I thought about Marco Sy's voice on the phone. *He is aware you are in Cebu.*
"Yes," I said. "Please. Someone quiet would be good."
Rosie nodded. "I will call her this morning."
We ate in silence after that. Outside, the street was waking up, the ordinary noise of a city that had no idea what was happening at this small kitchen table. I ate all of my rice, which was the first time since I arrived that I had finished a full meal, and I thought that maybe that meant something.
Maybe the body knew things the mind was still catching up to.
---
The doctor's name was Dr. Villanueva and her clinic was a quiet room above a pharmacy on a side street that smelled antiseptic and old wood. She had the kind of face that had seen everything and been shocked by none of it, which was exactly what I needed.
She confirmed what I already knew. Eight weeks. Everything looked normal. She gave me vitamins and a list of instructions and a follow-up date and she did all of it without once asking me anything I did not want to answer.
At the door, she stopped me.
"Is there anyone with you?" she asked.
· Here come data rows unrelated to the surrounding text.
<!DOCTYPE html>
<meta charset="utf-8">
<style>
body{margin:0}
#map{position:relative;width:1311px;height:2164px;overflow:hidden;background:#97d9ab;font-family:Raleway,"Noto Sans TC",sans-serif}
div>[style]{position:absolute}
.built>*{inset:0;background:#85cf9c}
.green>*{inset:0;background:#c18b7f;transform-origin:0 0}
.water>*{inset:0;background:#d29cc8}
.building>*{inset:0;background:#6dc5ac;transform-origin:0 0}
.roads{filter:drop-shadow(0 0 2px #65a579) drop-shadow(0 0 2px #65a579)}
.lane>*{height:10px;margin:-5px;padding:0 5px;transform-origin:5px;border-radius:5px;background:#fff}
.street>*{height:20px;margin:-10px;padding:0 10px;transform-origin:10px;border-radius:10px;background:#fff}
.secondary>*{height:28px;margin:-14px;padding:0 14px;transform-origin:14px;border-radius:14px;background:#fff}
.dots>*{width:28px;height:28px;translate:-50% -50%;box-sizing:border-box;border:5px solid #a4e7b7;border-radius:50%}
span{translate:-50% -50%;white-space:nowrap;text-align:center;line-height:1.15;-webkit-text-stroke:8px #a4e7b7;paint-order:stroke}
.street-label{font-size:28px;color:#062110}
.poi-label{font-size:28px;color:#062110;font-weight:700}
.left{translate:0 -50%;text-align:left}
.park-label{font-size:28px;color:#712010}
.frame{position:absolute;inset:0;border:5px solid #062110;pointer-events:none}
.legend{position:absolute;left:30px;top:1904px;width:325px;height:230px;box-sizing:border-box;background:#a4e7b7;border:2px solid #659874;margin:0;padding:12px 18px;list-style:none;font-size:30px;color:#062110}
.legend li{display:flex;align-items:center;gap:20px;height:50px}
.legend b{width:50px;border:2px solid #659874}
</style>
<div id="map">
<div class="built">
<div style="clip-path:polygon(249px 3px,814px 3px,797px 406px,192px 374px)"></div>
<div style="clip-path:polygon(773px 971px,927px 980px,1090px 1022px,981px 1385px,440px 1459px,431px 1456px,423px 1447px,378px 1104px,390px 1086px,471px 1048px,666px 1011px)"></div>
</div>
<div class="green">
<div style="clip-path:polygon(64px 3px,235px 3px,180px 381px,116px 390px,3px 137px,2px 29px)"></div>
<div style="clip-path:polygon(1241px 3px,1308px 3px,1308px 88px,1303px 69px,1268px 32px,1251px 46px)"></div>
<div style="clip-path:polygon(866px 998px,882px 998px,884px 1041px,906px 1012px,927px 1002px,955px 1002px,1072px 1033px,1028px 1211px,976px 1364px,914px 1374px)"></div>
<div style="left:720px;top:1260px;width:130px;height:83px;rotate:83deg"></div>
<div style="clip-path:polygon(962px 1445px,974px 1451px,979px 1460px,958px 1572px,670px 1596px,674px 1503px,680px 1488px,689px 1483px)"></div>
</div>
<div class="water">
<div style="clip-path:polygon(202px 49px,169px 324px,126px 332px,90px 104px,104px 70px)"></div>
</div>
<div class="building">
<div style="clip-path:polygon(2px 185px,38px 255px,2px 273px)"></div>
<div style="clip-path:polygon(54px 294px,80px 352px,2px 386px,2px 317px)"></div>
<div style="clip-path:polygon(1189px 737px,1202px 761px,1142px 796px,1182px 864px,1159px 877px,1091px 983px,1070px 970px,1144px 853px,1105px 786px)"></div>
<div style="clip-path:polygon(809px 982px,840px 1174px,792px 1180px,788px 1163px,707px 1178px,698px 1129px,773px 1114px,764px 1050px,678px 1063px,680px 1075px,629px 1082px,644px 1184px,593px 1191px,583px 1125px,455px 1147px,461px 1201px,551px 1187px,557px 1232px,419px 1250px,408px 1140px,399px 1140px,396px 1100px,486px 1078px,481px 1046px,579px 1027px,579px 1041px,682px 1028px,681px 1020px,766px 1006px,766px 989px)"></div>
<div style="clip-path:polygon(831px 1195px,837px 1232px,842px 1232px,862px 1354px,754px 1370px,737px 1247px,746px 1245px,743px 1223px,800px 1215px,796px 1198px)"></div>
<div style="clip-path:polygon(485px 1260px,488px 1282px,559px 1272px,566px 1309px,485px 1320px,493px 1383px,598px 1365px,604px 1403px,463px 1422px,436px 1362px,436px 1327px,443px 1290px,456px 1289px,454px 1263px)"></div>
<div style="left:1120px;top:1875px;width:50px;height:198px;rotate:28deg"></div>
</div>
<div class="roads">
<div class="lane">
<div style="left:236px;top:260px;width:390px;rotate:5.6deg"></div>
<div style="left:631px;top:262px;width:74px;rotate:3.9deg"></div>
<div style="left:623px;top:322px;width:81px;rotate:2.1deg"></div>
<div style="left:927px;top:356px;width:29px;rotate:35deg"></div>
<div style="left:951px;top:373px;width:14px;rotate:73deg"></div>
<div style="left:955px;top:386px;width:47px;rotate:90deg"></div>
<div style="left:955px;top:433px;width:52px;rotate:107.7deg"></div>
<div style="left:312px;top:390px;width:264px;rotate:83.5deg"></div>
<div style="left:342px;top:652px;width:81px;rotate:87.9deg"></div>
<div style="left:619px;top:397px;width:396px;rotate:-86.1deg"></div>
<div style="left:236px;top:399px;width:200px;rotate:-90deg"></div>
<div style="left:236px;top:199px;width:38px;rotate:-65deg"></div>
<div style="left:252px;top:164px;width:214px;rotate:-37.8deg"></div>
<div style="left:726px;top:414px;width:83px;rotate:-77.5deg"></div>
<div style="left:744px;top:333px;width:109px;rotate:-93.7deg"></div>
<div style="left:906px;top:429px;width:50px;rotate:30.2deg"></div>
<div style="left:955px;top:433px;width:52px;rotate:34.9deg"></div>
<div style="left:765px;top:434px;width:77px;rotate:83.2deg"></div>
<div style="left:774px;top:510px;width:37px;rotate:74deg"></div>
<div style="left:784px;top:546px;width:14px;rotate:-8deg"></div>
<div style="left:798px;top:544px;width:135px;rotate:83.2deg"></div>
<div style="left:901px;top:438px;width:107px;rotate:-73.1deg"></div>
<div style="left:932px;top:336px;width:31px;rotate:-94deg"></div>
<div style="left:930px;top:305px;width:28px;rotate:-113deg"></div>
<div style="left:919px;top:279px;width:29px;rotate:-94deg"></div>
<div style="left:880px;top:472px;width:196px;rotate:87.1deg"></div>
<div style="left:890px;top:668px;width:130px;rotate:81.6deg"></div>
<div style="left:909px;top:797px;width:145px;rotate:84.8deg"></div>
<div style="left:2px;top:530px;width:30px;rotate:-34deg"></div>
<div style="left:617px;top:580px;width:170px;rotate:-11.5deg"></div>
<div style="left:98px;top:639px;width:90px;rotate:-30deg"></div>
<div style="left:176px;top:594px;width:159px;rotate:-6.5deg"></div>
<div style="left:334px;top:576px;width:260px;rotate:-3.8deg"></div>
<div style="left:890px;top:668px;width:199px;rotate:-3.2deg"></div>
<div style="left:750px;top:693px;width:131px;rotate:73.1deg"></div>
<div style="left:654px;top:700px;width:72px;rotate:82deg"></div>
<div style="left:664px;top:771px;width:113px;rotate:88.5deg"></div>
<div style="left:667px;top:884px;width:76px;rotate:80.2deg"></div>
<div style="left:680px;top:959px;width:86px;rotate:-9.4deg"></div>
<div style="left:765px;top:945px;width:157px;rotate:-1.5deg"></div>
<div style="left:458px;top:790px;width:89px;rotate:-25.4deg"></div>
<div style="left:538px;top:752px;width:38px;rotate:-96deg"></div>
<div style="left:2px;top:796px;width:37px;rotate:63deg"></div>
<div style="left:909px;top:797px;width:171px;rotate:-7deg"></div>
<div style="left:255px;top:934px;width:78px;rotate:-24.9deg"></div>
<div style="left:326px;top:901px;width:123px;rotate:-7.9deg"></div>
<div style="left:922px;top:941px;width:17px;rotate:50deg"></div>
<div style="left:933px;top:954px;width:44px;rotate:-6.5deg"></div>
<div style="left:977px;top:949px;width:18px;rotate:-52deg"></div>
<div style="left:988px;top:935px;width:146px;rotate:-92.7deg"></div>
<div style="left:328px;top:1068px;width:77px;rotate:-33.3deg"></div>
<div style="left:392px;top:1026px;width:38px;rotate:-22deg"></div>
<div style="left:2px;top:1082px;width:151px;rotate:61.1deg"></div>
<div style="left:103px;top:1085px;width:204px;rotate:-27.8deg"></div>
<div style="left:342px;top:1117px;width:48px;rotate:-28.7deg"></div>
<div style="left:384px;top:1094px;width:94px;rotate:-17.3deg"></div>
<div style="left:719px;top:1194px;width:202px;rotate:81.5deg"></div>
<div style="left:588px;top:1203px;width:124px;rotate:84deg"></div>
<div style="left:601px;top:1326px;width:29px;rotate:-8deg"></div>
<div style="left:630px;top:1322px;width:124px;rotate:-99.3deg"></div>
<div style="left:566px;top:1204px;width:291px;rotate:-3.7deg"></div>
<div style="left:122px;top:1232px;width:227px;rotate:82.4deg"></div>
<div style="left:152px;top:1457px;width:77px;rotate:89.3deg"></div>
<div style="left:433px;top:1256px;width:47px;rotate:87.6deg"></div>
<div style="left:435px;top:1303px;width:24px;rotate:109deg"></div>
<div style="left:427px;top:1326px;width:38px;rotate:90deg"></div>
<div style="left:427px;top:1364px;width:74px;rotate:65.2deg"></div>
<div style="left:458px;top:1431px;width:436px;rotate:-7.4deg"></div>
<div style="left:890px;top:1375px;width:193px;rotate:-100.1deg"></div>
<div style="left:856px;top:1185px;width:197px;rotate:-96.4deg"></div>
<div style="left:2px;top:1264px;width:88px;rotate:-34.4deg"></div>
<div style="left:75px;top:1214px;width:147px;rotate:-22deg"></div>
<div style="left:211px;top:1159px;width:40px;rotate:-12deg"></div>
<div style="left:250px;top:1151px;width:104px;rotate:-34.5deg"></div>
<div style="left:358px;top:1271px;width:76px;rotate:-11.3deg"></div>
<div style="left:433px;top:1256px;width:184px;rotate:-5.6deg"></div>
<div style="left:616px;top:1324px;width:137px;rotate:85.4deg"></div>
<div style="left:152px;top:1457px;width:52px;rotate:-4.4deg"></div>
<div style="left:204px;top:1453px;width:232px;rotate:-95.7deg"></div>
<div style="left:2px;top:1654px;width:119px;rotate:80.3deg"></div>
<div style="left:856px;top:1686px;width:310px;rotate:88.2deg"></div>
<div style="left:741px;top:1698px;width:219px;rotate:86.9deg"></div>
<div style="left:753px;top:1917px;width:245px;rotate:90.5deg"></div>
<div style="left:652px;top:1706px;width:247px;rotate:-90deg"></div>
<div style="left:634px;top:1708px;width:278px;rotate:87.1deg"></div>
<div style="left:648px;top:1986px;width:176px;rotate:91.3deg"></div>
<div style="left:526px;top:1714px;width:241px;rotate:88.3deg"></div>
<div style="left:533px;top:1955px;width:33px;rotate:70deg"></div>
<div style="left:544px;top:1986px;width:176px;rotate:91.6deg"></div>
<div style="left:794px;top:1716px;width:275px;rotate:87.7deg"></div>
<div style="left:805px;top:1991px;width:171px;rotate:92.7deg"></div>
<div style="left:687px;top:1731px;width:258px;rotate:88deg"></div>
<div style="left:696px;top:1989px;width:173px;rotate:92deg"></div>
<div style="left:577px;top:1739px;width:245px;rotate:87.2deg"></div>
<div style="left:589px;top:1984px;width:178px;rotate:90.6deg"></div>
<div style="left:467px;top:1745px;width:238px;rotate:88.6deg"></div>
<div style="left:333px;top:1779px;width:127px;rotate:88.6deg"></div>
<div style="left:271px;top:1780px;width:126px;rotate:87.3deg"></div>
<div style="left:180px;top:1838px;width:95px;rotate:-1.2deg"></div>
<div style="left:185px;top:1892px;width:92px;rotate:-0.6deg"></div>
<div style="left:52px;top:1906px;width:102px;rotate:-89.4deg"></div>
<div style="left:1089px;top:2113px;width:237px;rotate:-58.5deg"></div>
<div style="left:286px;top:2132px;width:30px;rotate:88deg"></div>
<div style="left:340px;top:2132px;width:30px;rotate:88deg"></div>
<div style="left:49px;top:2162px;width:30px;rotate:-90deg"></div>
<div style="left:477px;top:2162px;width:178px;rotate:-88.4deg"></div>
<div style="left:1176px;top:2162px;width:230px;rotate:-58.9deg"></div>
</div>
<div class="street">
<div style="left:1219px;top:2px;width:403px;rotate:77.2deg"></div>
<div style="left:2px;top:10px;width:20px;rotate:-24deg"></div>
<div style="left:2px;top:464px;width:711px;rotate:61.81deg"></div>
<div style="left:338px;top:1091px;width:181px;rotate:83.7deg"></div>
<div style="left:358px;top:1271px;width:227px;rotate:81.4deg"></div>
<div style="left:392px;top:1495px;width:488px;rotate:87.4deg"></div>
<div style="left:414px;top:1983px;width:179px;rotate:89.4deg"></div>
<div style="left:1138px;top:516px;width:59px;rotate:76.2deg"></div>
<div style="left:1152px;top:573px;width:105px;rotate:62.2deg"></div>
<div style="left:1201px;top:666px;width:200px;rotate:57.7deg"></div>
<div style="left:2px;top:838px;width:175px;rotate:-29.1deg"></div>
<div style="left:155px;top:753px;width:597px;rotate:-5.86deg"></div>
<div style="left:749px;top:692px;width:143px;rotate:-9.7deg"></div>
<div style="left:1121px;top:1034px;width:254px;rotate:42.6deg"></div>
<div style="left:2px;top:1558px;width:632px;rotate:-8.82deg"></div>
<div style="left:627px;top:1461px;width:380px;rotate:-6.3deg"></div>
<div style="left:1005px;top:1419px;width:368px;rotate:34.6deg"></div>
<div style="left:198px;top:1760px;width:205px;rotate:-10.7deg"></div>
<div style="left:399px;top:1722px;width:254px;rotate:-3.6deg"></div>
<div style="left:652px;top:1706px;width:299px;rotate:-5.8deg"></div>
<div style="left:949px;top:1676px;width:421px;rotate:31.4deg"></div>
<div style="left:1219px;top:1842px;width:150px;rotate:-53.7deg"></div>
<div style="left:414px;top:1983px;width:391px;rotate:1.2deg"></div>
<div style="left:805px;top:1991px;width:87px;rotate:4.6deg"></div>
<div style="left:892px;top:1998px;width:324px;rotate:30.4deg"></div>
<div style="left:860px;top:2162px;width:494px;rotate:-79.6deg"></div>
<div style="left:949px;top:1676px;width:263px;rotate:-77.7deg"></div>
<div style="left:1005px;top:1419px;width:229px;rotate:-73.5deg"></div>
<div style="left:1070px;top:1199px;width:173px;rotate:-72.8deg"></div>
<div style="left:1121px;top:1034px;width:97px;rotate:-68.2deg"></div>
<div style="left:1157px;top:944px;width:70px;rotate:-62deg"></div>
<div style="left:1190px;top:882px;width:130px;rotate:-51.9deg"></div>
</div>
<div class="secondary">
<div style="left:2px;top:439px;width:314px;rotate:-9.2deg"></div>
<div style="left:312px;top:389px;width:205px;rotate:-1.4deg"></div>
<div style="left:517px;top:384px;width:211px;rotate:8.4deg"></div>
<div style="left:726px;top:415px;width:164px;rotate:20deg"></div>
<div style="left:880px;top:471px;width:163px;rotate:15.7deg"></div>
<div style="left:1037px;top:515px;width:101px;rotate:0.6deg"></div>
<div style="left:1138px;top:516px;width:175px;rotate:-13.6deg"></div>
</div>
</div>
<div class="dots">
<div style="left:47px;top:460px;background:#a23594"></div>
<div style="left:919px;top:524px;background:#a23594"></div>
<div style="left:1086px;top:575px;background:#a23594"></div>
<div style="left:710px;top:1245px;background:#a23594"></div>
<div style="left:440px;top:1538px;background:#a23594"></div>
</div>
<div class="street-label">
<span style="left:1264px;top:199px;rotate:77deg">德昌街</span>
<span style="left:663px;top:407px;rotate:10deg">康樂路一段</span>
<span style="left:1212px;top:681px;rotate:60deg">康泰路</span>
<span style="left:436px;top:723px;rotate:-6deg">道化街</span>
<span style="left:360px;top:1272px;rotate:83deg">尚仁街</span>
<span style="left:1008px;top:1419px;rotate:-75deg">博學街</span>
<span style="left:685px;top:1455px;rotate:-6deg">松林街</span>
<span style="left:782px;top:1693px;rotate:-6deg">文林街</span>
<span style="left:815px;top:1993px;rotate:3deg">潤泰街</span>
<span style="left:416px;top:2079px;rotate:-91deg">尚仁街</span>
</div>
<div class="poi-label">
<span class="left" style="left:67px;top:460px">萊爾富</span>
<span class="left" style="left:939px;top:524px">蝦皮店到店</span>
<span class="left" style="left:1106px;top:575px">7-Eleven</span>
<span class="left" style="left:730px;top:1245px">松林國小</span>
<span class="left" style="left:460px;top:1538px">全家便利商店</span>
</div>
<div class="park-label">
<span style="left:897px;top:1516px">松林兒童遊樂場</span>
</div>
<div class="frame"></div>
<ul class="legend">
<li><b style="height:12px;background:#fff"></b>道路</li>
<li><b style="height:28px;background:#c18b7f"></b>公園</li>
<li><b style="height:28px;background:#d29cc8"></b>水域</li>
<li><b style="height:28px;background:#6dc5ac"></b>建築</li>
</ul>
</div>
Not noisily. Just a doctor checking.
"I have my landlady," I said.
She nodded like that was enough. Maybe it was.
I walked back through the side street with the vitamins in my bag and the follow-up card in my pocket and eight weeks of secret pressed against my ribs and I felt, for the first time, something that was not fear.
Something smaller and more dangerous.
Something that felt like hope.
I was almost back at the house when I saw the car.
Black. Expensive. Parked just down the street from Rosie's gate in the way that people park when they do not want to be noticed but are not quite bothered enough to be careful about it.
I stopped walking.
The window was tinted. I could not see inside.
I stood on that street for ten seconds that felt much longer. Then I took out my phone and I called the number that had called me the night before. Marco Sy's number.
It rang twice.
"Ms. Cruz," he answered.
"Tell him," I said, "that if he is watching me, I will not be responsible for what I do next."
A pause.
"Mr. Lim is not in Cebu, Ms. Cruz," Marco said, and his voice had something in it I could not quite read. Something that was almost uncomfortable. "That car belongs to someone else entirely."
I looked at the black car.
I looked at the street around me.
"Who?" I said.
But Marco Sy had already ended the call.